Spanning McKinley's entire career, her students, collaborators, and she developed a wide range of novel tools and optimizations to understand and improve performance, parallelism, and locality. These tools and approaches include the first interactive parallelization tool (SC 1989), quantifying loop nest locality (ASPLOS 1996), cache management instructions that inspired Intel's non-temporal loads (PACT 2002), low cost and scalable profiling (PLDI 2010, OOPSLA 2009, OOPSLA 2007, ASPLOS 2006, MICRO 2005, CGO 2005), and the first cycle-level dynamic profiler that does not require program instrumentation (ISCA 2015). They also introduced novel runtimes for exploiting parallelism (USENIX 2017, PPOPP 2016, ASPLOS 2015, CGO 2011, ISCA 2012), improving tail latency (MICRO 2017, USENIX 2016, ASPLOS 2015, DISC 2014, ICAC 2013), and for managing hybrid memories (SIGMETRICS 2019, ASPLOS 2019, ISPASS 2019, PLDI 2018, PLDI 2013).

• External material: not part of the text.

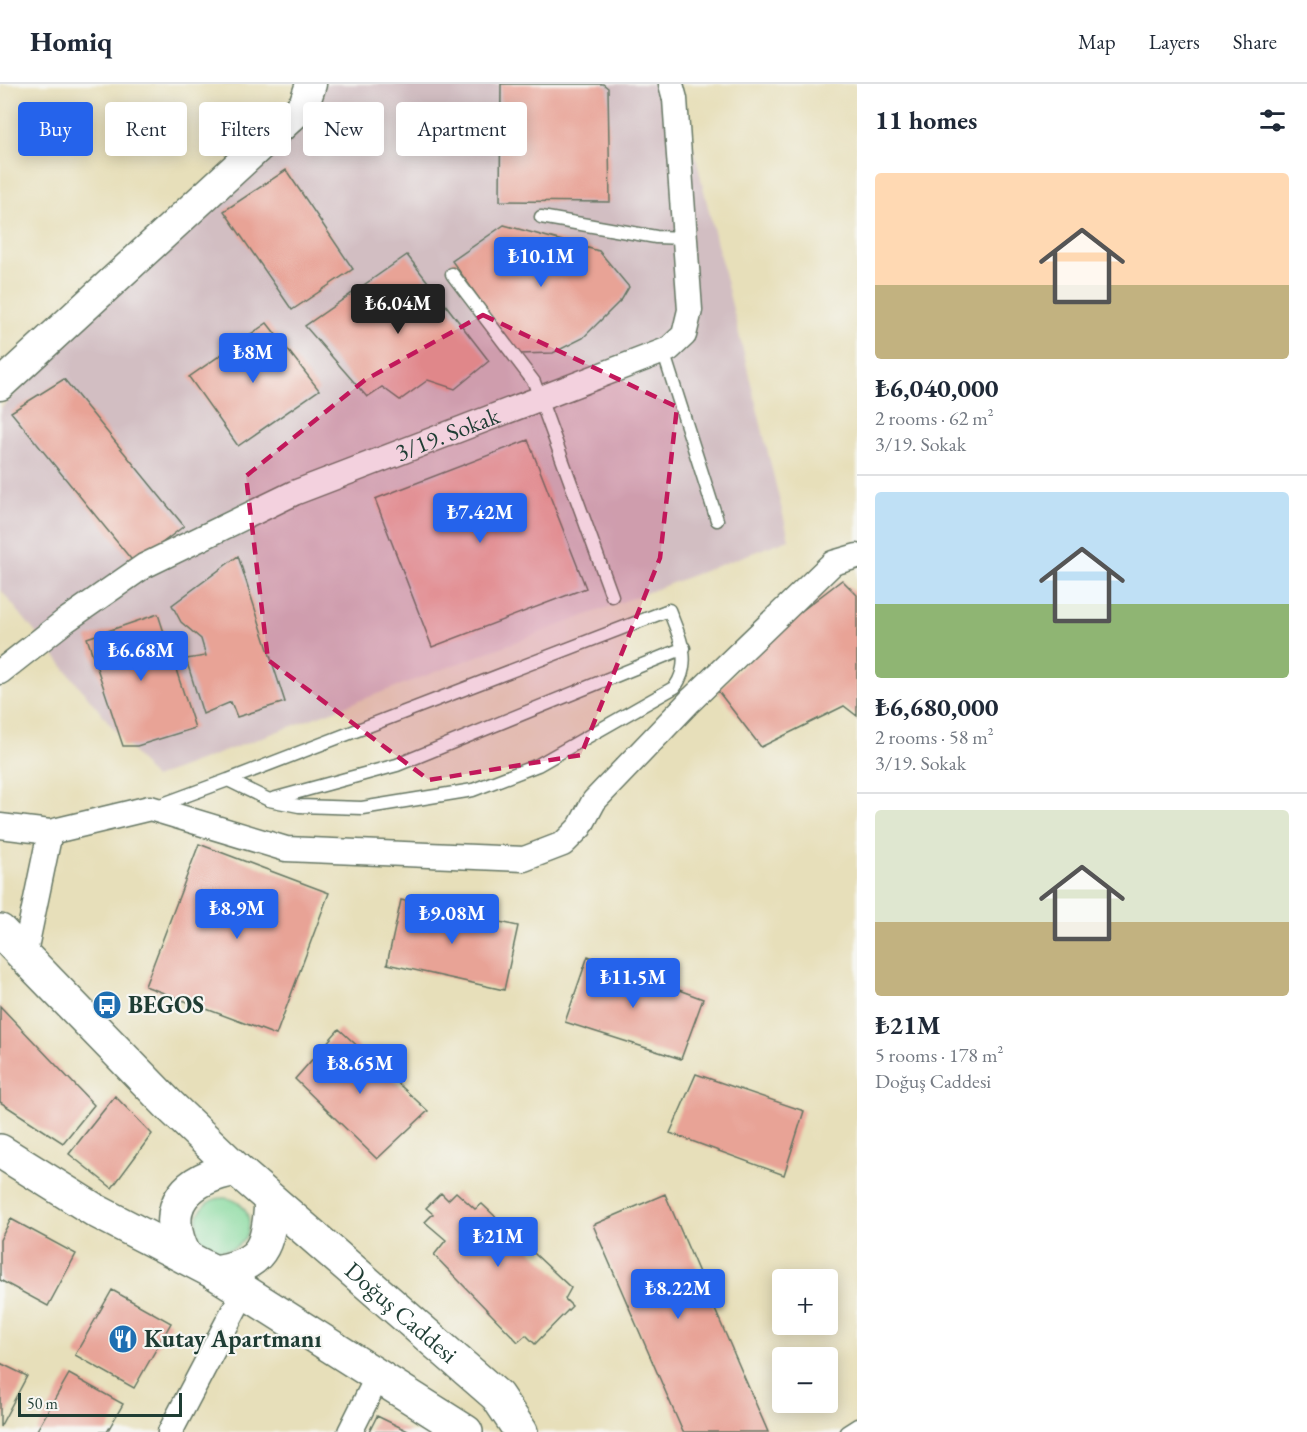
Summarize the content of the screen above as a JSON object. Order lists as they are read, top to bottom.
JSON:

At Google, her teams have improved the performance of cloud customer applications and delivered mitigations for the L1 Terminal Fault Intel security problem, receiving two Google Feats of Engineering Awards (2019, 2018) and a Google Technical Innovation Award (2017) for their work.

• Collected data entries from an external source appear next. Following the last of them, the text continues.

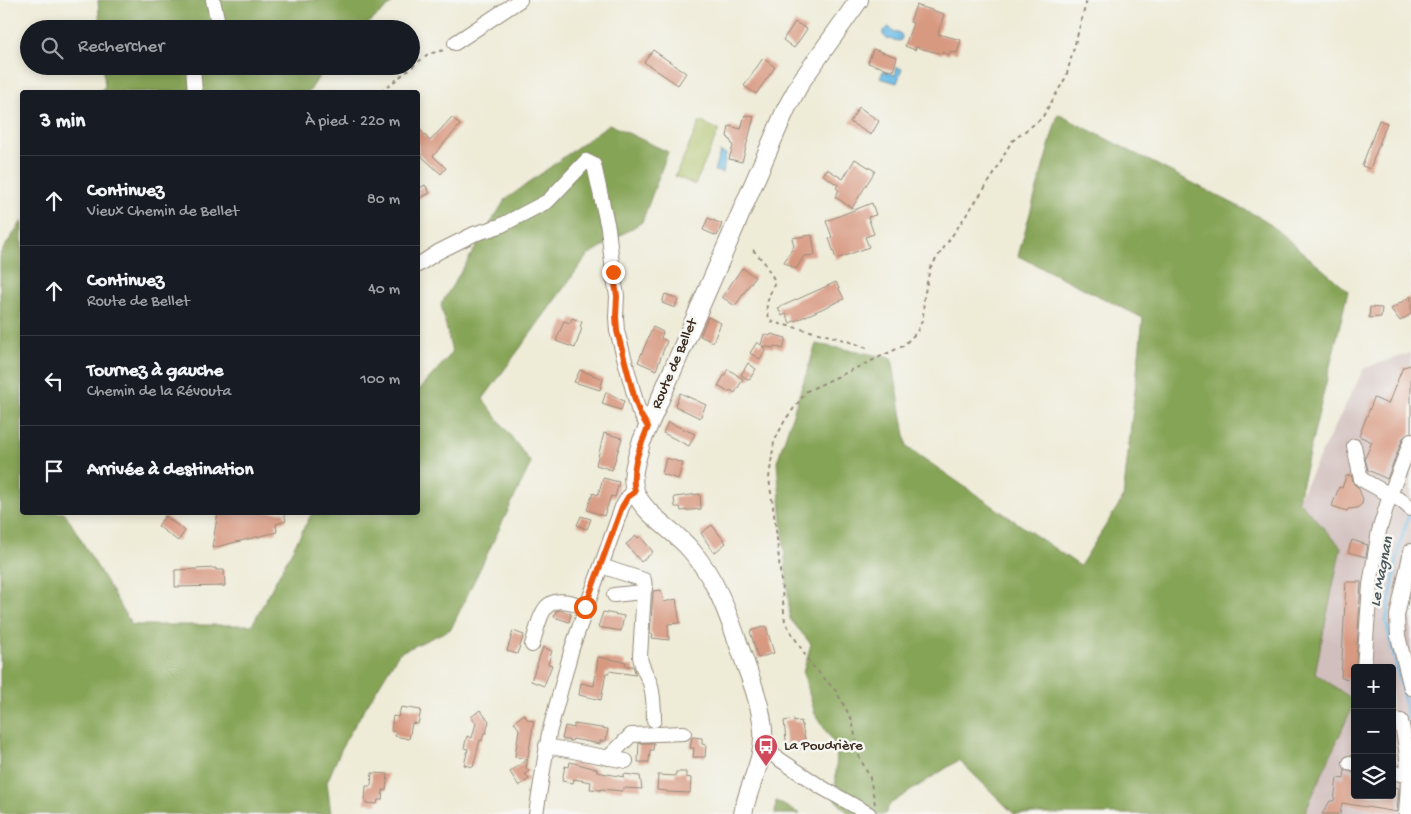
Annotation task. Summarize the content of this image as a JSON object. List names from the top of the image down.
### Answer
{
  "streets": {
    "main road": ["Route de Bellet"]
  },
  "water": ["Le Magnan"],
  "places": {
    "bus stop": ["La Poudrière"]
  },
  "page": {
    "search": "Rechercher",
    "heading": ["3 min", "À pied · 220 m"],
    "list": [
      ["Continuez", "Vieux Chemin de Bellet", "80 m"],
      ["Continuez", "Route de Bellet", "40 m"],
      ["Tournez à gauche", "Chemin de la Révouta", "100 m"],
      "Arrivée à destination"
    ],
    "map_buttons": ["+", "−"]
  }
}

Her research contributions have been recognized with 5 test of time awards (ASPLOS, OOPSLA (2), SIGMETRICS, and ICS) and 10 best paper and best in area paper awards for ASPLOS, Middlewear, NVMW Memorable Paper (PLDI), IEEE MICRO Top Picks (ASPLOS (2), ISCA (2)), SIGPLAN Research Highlights (ASPLOS), and CACM Research Highlights (ASPLOS, OOPSLA). The Jikes RVM project won the ACM SIGPLAN Programming Languages Software Award. She also was awarded the ACM SIGPLAN Distinguished Service Award, six IBM Faculty Fellowships, and an NSF Career award.
She served as program chair for ASPLOS, PACT, PLDI, ISMM, and CGO; as general chair for PLDI 2019; a DARPA ISAT member; on the SIGPLAN Executive Committee 1999-2001, 2015-2018; on two National Academy Studies; and as co-Editor-in-Chief of TOPLAS. In 2008, she created the ACM/IEEE Ken Kennedy Award to honor the technical, policy, and mentoring contributions of her late advisor. She served on the ACM Prize selection committee (2016-2020, Chair 2018), and on the CRA (2009-2021) and CRA-WP (previously CRA-W) Boards (2009-2020), and CRA-WP co-chair. As co-chair, she established CERP, which evaluates the effectiveness of programs to increase the diversity of computer science researchers. She led coordinated hundreds of volunteers to positively impact the lives of thousands of women and minority computer science undergraduates, graduate students, faculty, and PhD researchers.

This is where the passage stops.